**RECORDS SHOWN**
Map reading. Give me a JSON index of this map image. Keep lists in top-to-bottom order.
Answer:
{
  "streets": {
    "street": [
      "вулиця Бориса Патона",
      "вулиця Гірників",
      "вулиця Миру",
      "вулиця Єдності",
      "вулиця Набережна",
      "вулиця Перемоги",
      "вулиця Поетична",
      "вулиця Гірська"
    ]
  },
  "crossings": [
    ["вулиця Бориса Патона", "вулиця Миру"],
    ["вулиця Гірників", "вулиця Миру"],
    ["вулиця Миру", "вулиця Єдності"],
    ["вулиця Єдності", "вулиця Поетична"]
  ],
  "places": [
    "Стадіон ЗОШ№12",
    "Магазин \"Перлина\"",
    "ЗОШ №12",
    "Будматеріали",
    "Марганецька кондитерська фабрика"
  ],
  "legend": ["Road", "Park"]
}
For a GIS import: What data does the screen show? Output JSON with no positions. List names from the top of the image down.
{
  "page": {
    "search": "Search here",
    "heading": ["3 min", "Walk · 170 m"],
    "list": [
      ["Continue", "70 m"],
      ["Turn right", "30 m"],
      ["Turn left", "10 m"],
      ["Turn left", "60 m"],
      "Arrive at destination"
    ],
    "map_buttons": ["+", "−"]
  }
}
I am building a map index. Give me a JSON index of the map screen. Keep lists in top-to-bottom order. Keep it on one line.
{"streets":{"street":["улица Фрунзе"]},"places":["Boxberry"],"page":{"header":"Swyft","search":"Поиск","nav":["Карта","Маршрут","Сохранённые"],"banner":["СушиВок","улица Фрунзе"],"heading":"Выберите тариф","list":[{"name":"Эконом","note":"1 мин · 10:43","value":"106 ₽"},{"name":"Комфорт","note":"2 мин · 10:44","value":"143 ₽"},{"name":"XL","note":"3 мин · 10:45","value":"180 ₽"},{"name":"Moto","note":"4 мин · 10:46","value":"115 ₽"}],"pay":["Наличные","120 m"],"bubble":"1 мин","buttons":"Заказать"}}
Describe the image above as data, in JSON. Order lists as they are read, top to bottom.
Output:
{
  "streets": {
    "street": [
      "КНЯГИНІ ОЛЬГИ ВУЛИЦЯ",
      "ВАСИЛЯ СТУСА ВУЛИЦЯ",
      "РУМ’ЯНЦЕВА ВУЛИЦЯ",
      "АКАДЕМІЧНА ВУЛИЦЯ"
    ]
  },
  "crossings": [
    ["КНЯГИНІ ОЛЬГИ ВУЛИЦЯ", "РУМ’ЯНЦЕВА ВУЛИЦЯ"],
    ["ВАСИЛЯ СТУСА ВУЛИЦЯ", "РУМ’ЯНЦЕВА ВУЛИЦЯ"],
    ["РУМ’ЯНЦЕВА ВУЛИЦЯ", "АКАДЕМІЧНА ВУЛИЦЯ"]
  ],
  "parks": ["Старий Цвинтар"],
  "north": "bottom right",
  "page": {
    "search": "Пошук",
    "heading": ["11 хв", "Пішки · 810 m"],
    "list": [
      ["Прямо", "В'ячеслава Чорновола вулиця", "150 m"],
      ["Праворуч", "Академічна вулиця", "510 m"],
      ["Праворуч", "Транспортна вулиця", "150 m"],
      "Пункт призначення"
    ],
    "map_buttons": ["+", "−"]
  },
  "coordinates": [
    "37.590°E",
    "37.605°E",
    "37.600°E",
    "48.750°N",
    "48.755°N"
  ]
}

**EXERCISE**
What is needed is a word-for-word copy of all the material.

**TASK RESPONSE**
Map reading. Give me a JSON index of this map image. Keep lists in top-to-bottom order.
Answer:
{
  "streets": {
    "street": [
      "вулиця Бориса Патона",
      "вулиця Гірників",
      "вулиця Миру",
      "вулиця Єдності",
      "вулиця Набережна",
      "вулиця Перемоги",
      "вулиця Поетична",
      "вулиця Гірська"
    ]
  },
  "crossings": [
    ["вулиця Бориса Патона", "вулиця Миру"],
    ["вулиця Гірників", "вулиця Миру"],
    ["вулиця Миру", "вулиця Єдності"],
    ["вулиця Єдності", "вулиця Поетична"]
  ],
  "places": [
    "Стадіон ЗОШ№12",
    "Магазин \"Перлина\"",
    "ЗОШ №12",
    "Будматеріали",
    "Марганецька кондитерська фабрика"
  ],
  "legend": ["Road", "Park"]
}
For a GIS import: What data does the screen show? Output JSON with no positions. List names from the top of the image down.
{
  "page": {
    "search": "Search here",
    "heading": ["3 min", "Walk · 170 m"],
    "list": [
      ["Continue", "70 m"],
      ["Turn right", "30 m"],
      ["Turn left", "10 m"],
      ["Turn left", "60 m"],
      "Arrive at destination"
    ],
    "map_buttons": ["+", "−"]
  }
}
I am building a map index. Give me a JSON index of the map screen. Keep lists in top-to-bottom order. Keep it on one line.
{"streets":{"street":["улица Фрунзе"]},"places":["Boxberry"],"page":{"header":"Swyft","search":"Поиск","nav":["Карта","Маршрут","Сохранённые"],"banner":["СушиВок","улица Фрунзе"],"heading":"Выберите тариф","list":[{"name":"Эконом","note":"1 мин · 10:43","value":"106 ₽"},{"name":"Комфорт","note":"2 мин · 10:44","value":"143 ₽"},{"name":"XL","note":"3 мин · 10:45","value":"180 ₽"},{"name":"Moto","note":"4 мин · 10:46","value":"115 ₽"}],"pay":["Наличные","120 m"],"bubble":"1 мин","buttons":"Заказать"}}
Describe the image above as data, in JSON. Order lists as they are read, top to bottom.
Output:
{
  "streets": {
    "street": [
      "КНЯГИНІ ОЛЬГИ ВУЛИЦЯ",
      "ВАСИЛЯ СТУСА ВУЛИЦЯ",
      "РУМ’ЯНЦЕВА ВУЛИЦЯ",
      "АКАДЕМІЧНА ВУЛИЦЯ"
    ]
  },
  "crossings": [
    ["КНЯГИНІ ОЛЬГИ ВУЛИЦЯ", "РУМ’ЯНЦЕВА ВУЛИЦЯ"],
    ["ВАСИЛЯ СТУСА ВУЛИЦЯ", "РУМ’ЯНЦЕВА ВУЛИЦЯ"],
    ["РУМ’ЯНЦЕВА ВУЛИЦЯ", "АКАДЕМІЧНА ВУЛИЦЯ"]
  ],
  "parks": ["Старий Цвинтар"],
  "north": "bottom right",
  "page": {
    "search": "Пошук",
    "heading": ["11 хв", "Пішки · 810 m"],
    "list": [
      ["Прямо", "В'ячеслава Чорновола вулиця", "150 m"],
      ["Праворуч", "Академічна вулиця", "510 m"],
      ["Праворуч", "Транспортна вулиця", "150 m"],
      "Пункт призначення"
    ],
    "map_buttons": ["+", "−"]
  },
  "coordinates": [
    "37.590°E",
    "37.605°E",
    "37.600°E",
    "48.750°N",
    "48.755°N"
  ]
}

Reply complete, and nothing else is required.